By Roesli Arena
Boston University Statehouse Program
BOSTON – Recreational marijuana sales have soared in 2021 as Massachusetts emerges from the pandemic, however business complications in the industry have remained stagnant.
Massachusetts legalized marijuana in 2016, becoming the seventh state to do so. However, because the state only licensed sales in 2018, the industry has gotten off to a slow start here.
“Right out of the gate the Legislature delayed everything by six months to rewrite the initiatives,” said Jim Borghesani, the communications director of “Yes on 4” in 2016. Massachusetts was the only state to rewrite the law passed by voters on marijuana legalization.
“There’s just been a slower licensing process by the CCC than in other states and for no good reason,” said Borghesani.
The industry then hit major setbacks during the pandemic such as the inclusion of cannabis retailers in Gov. Charlie Baker’s list of non-essential business closures in 2020. This upset many in the industry who were angry that they were forced to close when liquor stores were not.
“We should be treated exactly like a package store,” said public policy law attorney Jim Smith who frequently represents cannabis clients. “In fact our product is far less dangerous, far healthier, and less addictive than alcohol. It’s a clear double standard,” he said.
The closure of these establishments gave the illicit market a lifeline in the state, when the main goal of the CCC and marijuana legalization is to close down these markets and create legal consumers.
“Legal products are tested and safe, no one knows what’s on those street corners,” said Smith, “but with that being said there’s some growth still in there,” in turning the illicit market over into a legal one.
Zoning issues have also been an issue for marijuana license applicants in the state. For one, there cannot be a dispensary within 500 feet of a school. The intended location must also comply with local municipal ordinances on marijuana establishments in their community. The establishments must also abide by host community agreements, which can even include a community impact fee of up to 3%.
“They have to either spend a fortune to buy a place to begin with or spend a fortune to lease it,” said Smith.
Once an applicant has found a location only then can they start applying for permits. The process must go through the city or town and then they must adhere to the host community agreement with the local select board or city council.
Once the host community agreement is set up, applicants can go to the Cannabis Control Commission to officially start the process of becoming a licensed establishment. According to both Borghesani and Smith some applicants have to wait up to 18 months before they are able to obtain their license, meaning applicants may be paying rent that entire time before even beginning to make a profit.
“At this point you would have to spend anywhere from 1.5 to 2 million dollars just to open a simple retail store without a cultivation license,” said Smith.
The Social Equity Program is one initiative to combat these issues, which was created by the CCC in 2018. The program “creates sustainable pathways into the cannabis industry for individuals most impacted by the War on Drugs, marijuana prohibition, disproportionate arrest, and incarceration.”
But despite the free assistance to individuals interested in getting into the industry, Borghesani and Smith who work with some SEP applicants say it does not cover the monetary portion of the process. Many of the SEP applicants are small operators with less access to capital as compared to other applicants.

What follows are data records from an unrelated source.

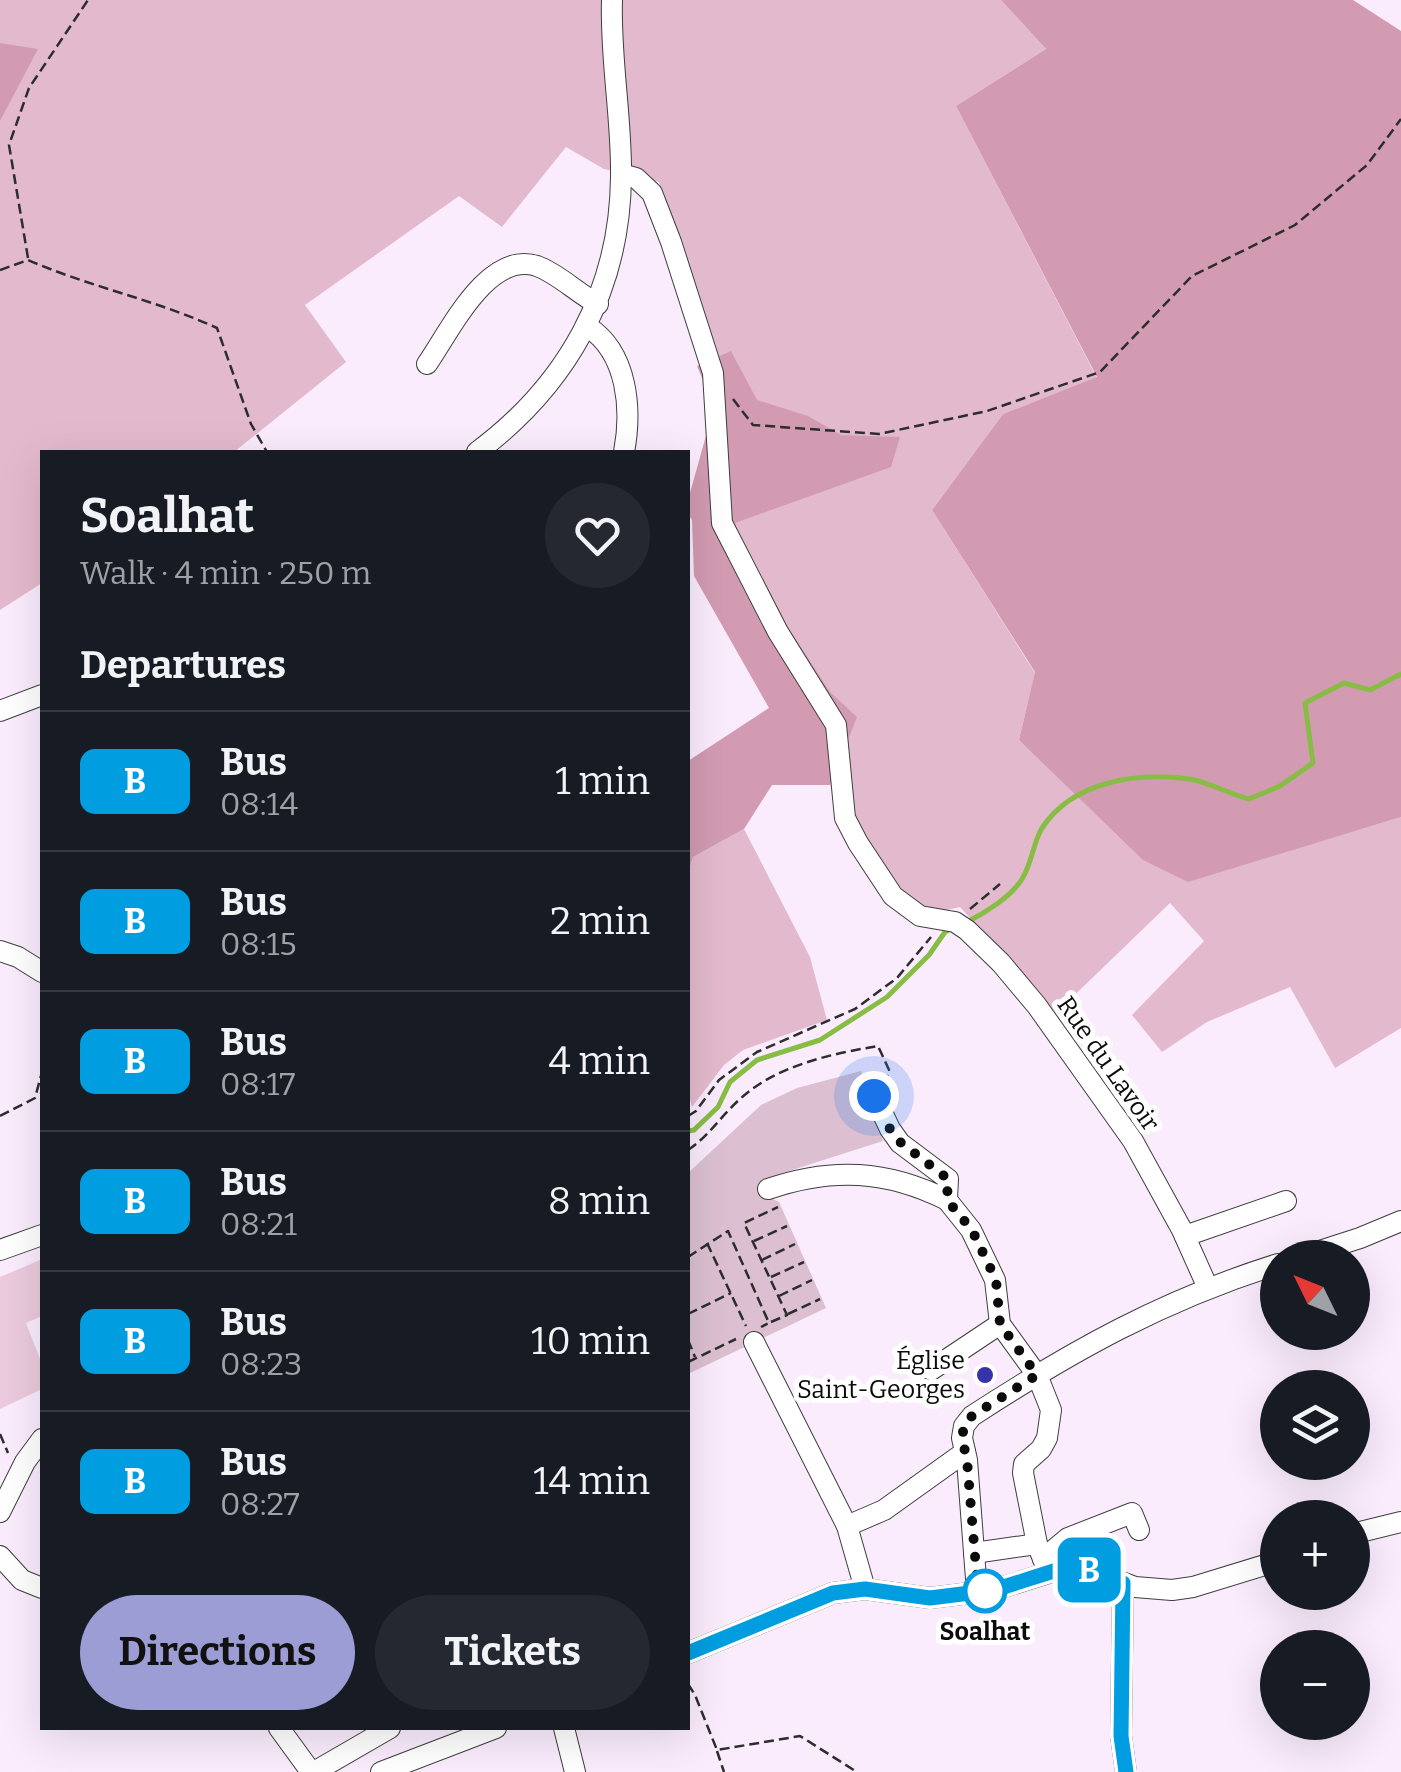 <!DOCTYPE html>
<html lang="en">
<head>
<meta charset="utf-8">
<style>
  body { margin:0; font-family:Bitter,serif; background:#242831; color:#f1f3f6; height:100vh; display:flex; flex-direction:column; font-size:38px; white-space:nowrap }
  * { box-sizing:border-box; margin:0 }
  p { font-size:32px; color:#9ea1a6 }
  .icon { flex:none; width:55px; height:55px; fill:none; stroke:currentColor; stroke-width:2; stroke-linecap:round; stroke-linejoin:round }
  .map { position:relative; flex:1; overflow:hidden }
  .side { position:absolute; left:40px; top:450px; width:650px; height:1280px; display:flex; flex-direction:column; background:#171b24; border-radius:0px; box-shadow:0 10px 40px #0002 }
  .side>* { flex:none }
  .badge { padding:0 20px; border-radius:15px; font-size:35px; line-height:65px }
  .needle { width:65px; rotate:313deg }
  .controls { position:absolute; left:1260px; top:1240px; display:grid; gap:20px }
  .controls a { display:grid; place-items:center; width:110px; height:110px; border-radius:50%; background:#171b24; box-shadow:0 10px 40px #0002; font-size:50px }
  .you { position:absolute; width:50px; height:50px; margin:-25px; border:8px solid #fff; border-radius:50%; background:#1a73e8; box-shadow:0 0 0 15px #1a73e833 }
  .map>.badge { position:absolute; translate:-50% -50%; box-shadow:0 0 0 5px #fff }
  h2 { padding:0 40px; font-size:38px; line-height:90px }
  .round { display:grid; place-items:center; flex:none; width:105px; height:105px; border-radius:52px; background:#242831 }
  .headline { display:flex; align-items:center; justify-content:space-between; height:170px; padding:0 40px }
  h1 { font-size:48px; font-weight:700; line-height:75px }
  .primary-button { display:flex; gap:20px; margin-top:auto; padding:20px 40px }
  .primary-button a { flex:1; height:115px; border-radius:60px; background:#9c9dd4; color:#111; font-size:40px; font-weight:700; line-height:115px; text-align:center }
  .primary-button a+a { background:#242831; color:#f1f3f6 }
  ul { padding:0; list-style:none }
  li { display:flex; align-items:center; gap:30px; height:140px; padding:0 40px; border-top:2px solid #363941 }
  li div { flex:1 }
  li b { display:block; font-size:38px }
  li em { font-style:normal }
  li .badge { min-width:110px; font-weight:700; text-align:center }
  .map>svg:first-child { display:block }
</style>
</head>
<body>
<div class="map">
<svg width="1401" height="1772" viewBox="0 0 1401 1772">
  <rect width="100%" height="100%" fill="#faecfd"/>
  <g fill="#e3bacd">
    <polygon points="0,0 1001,0 1046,49 956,106 1097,378 1003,414 932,510 1035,673 1019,740 1188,881 1401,817 1401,1028 1335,1068 1290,987 1207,1022 1162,1052 1132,1015 1204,941 1170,903 1056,1013 960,907 933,913 913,904 864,842 849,804 717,579 721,376 659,182 604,169 566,147 502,227 459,196 305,305 346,362 234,452 42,452 42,583 0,610"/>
    <polygon points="744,829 810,957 827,1020 743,1050 724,1065 692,1107 688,1093 688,874 693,857"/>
  </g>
  <g fill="#d29bb1">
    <polygon points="1001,0 1353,0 1401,31 1401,817 1188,882 1143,860 1019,740 1035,672 932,510 1003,414 1097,377 956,106 1046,49"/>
    <polygon points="0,43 38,49 0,121"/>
    <polygon points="731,351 757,400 808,416 841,435 900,437 891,467 735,523 742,556 830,692 857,717 830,785 772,785 744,829 693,857 688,874 688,761 769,708 694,576 692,520 688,514 688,500 714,407 697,366"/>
  </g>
  <polygon fill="#dcc0d1" points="861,1071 883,1141 764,1179 771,1198 779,1202 826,1308 688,1374 688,1173 761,1105 797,1088"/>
  <polygon fill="#ebcade" points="40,1260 42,1316 26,1323 42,1364 42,1389 0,1409 0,1277"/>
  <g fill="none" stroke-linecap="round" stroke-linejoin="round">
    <g stroke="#87bd45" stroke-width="5">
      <path d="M967,922C985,913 1012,896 1022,879C1032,863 1033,843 1042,828C1073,781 1137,772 1189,779C1209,782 1229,794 1249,799L1280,786L1313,763L1305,703L1344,683L1370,690L1401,674"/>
      <polyline points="688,1131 694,1130 718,1107 730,1082 757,1060 820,1040 887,997 929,955 945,932 953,928"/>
    </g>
    <defs>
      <g id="minor">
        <polyline points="622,174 636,178 652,193 671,242 713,373 722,523 778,632 836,725 845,818 858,843 893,896 920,916 955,922 967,930 1001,963 1037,1006 1133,1141 1182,1230 1208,1288"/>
        <path d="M588,327C628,353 632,410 624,452"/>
        <path d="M427,364C450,331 488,250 537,266C559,274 578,294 598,304"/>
        <path d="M477,452C567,385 620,291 621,177C622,118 610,59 612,0"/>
        <polyline points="0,711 42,695"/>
        <polyline points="0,951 18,957 42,972"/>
        <path d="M768,1189C832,1167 887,1170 947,1200L948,1179L900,1143L890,1129L874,1095"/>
        <polyline points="947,1200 971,1230 995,1280 1000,1324 1037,1375 1051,1410 1047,1438 1041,1449 1024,1464 1023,1473 1037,1544 1048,1571"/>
        <polyline points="1185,1236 1286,1201"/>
        <polyline points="0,1250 42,1235"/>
        <polyline points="1298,1258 1360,1238 1401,1221"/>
        <polyline points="754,1342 847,1526 865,1589"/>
        <polyline points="931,1370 1000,1324"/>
        <polyline points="0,1512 25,1462 42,1439"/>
        <polyline points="847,1526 884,1510 965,1452"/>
        <polyline points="1352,1534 1401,1522"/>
        <polyline points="974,1553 1037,1544"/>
        <polyline points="0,1556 22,1580 42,1588"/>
        <polyline points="1043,1559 1068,1538 1132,1513 1139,1530"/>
        <polyline points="1123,1583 1121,1736 1126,1772"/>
        <path d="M977,1592L967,1460L962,1438L964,1426L972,1416C1072,1351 1163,1300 1278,1264"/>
        <polyline points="688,1653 833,1593 865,1589 930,1598 994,1590 1061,1569 1093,1571 1135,1587 1172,1590 1193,1587 1278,1561"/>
        <polyline points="279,1728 311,1772"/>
        <polyline points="564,1728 575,1772"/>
        <polyline points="314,1772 390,1728"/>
        <polyline points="381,1772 496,1728"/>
      </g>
    </defs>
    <use href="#minor" stroke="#3e3e3e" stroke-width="22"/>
    <g stroke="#2d2d2d" stroke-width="2.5" stroke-dasharray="10 5" stroke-linecap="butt">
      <polyline points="28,258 9,145 29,88 88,0"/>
      <path d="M0,270L28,260C90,287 156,300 217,328L251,424L267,452"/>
      <polyline points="733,399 753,425 879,434 987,411 1100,372 1192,276 1295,225 1367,165 1401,119"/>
      <polyline points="970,909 1000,884"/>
      <polyline points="40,1094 42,1093"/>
      <polyline points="0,1116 35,1098 42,1072"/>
      <polyline points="688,1116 696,1111 719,1080 757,1052 855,1009 897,978 931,937"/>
      <path d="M688,1150C708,1137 721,1116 739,1100C775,1066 830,1054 878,1046L890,1072L884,1081"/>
      <polyline points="754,1241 787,1226"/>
      <polyline points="707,1243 746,1326"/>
      <polyline points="688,1257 728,1231 769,1323 761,1327"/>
      <polyline points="762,1260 795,1244"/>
      <polyline points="771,1277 804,1262"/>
      <polyline points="779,1296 812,1280"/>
      <polyline points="688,1314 731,1293"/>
      <polyline points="788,1314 820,1299"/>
      <polyline points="771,1322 787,1315 744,1223 778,1207"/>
      <polyline points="688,1340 695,1357"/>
      <polyline points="688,1362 736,1339"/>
      <polyline points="0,1434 8,1453"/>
      <polyline points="688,1684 695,1695 717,1750 800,1736 857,1772"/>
      <polyline points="717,1751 724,1772"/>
    </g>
    <use href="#minor" stroke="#fff" stroke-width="20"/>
  </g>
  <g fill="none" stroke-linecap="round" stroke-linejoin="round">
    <defs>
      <polyline id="line" points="688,1653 833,1593 865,1589 930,1598 994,1590 1060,1569 1093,1571 1123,1583 1121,1736 1126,1772"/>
    </defs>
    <use href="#line" stroke="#fff" stroke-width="22"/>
    <use href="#line" stroke="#009ee1" stroke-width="15"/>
    <polyline stroke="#0b0b0b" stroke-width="10" stroke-dasharray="0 18" points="874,1096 890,1129 900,1142 948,1179 947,1200 972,1230 996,1280 1000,1324 1037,1375 972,1416 964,1426 962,1438 967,1460 978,1592 985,1591"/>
  </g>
  <circle fill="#3534ab" stroke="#fff" stroke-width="4" cx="985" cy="1375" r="10"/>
  <circle fill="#fff" stroke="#009ee1" stroke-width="5" cx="985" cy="1591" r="20"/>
  <g text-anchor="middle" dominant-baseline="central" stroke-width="10" stroke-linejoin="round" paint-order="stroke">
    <g font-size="25" fill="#0b0b0b" stroke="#fff">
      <text transform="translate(1108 1064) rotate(55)">Rue du Lavoir</text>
    </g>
    <g font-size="25" fill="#0b0b0b" stroke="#fff" text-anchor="end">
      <text x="965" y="1361">Église<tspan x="965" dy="29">Saint-Georges</tspan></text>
    </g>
    <g font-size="25" font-weight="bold" fill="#0b0b0b" stroke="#fff">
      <text x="985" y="1632">Soalhat</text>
    </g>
  </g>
</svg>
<div class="controls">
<a><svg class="needle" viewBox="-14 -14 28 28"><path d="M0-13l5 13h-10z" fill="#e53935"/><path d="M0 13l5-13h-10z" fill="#9ea1a6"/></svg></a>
<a><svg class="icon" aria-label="layers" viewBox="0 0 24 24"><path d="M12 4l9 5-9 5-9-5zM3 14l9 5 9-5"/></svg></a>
<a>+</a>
<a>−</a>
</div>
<div class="you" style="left:874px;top:1096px"></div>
<b class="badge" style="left:1089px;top:1570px;background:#009ee1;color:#fff">B</b>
<section class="side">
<div class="headline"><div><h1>Soalhat</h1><p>Walk · 4 min · 250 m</p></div><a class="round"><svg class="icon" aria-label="heart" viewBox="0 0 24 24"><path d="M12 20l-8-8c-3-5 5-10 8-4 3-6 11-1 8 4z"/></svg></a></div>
<h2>Departures</h2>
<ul>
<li><span class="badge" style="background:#009ee1;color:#fff">B</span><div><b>Bus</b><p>08:14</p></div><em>1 min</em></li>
<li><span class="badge" style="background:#009ee1;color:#fff">B</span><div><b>Bus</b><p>08:15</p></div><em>2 min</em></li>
<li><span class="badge" style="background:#009ee1;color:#fff">B</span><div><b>Bus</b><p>08:17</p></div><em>4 min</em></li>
<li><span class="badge" style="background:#009ee1;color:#fff">B</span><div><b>Bus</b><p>08:21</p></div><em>8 min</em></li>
<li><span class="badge" style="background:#009ee1;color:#fff">B</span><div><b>Bus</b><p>08:23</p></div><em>10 min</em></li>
<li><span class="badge" style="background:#009ee1;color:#fff">B</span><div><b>Bus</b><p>08:27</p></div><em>14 min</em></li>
</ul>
<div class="primary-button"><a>Directions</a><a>Tickets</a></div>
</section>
</div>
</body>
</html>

“It all comes down to access to capital, there are carrying costs, consultant costs. You can’t go to a bank and get a loan for any of this,” says Borghesani, who’s seen SEP applicants struggle first hand.
Many applicants are still making their way through the process as the CCC continues to review more applicants.
With sales already up, the state’s marijuana sales projections are looking exponential over the next few years. Despite the pandemic negatively affecting other businesses around the state, the cannabis industry has still grown during the pandemic.
According to the Marijuana Policy Project retail cannabis sales in the state have exceeded $1 billion so far this year. This is notable as total sales in 2020 were only $696 million, nearly half of the sales so far this year and it is only October.
The sales prove that the demand is here in Massachusetts for legal marijuana, but meeting that demand has been a long road. There is a limit on how much product consumers can purchase at legal establishments due to the lack of supply.
“Supply is just finally starting to meet demand,” said Borghesani, a positive sign for the industry, even if the state is slower than others throughout the process.
This article was part of a package created by the Boston University Statehouse Program about the effects of the COVID-19 pandemic in Massachusetts.